Editor’s note: this is the first of an ongoing series of posts by Director of Conservation Lois Olcott Price.
As Director of Conservation at Winterthur Museum, I have perhaps one of the best jobs in the world. Daily, I visit the conservation labs at Winterthur where a remarkable staff and 20 graduate students in art conservation work to preserve our collections. There are always surprises as well as some great stories, and I will use this blog to share some of them with you.
Beginning next door in the Book and Library Materials Lab, second-year graduate student Carrie McNeal has undertaken a technical study of some very odd-looking leather on two unrelated objects—a homemade account book from the Winterthur Library recording the estate of Jacob Pierce of Chester County, Pennsylvania, who died in 1801, and a small pocketbook without provenance from the museum.
Both appear to be composed of crudely made parchment—animal skin processed by stretching and scrapping rather than tanning. In addition to these methods associated with traditional parchment manufacture, the skins were scored in a regular pattern creating a surface unfamiliar to curators and those familiar with historic Native American skin processing.
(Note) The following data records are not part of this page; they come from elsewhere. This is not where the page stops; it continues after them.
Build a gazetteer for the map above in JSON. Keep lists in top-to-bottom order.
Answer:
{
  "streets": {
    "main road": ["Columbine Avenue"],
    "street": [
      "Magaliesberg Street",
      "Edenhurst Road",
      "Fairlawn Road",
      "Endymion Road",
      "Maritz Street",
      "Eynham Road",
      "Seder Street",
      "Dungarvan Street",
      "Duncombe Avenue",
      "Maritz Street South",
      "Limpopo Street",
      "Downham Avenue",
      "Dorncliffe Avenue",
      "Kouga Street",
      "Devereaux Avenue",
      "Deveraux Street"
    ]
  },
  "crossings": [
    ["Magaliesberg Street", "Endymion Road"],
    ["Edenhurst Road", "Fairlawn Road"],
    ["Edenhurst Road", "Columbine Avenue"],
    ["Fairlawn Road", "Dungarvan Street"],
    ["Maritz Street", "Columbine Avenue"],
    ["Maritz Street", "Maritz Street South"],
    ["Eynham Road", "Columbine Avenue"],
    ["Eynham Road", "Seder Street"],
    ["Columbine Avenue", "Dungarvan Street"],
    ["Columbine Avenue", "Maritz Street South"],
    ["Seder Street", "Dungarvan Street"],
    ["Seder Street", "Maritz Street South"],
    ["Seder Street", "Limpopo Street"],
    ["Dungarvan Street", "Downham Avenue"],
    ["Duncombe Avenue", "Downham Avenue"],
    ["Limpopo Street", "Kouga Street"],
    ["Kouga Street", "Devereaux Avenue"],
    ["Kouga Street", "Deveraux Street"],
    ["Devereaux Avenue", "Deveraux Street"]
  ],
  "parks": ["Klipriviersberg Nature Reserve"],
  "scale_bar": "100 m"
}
So who made these unusual objects and why?
To help address these and related questions, Carrie hoped to identify the animal—or animals—who contributed their skins to the objects. The scraping and unusual scored surface had obscured the hair follicle pattern used to help identify the animal source, so she turned to colleagues at the Straus Center for Conservation and Technical Studies at Harvard and an analytical technique known as MALDI Peptide Mass Fingerprinting that identifies protein particular to each animal species.
After arduous preparation, the samples were run. They were clearly from different species, but there were no matches with spectra from domestic animals commonly used for parchment (calf, sheep, goat) or anything else in the available library of known spectra. There were suggestive similarities to members of the rodent family such as muskrat or beaver, but nothing definitive.
So the mystery remains: are these objects unique, or are more examples hiding in public and private collections? Were these skins a homemade attempt at parchment manufacture decorated with scoring? Or are they connected to undocumented Native American practices? Only further research and the discovery of similar objects will answer these questions.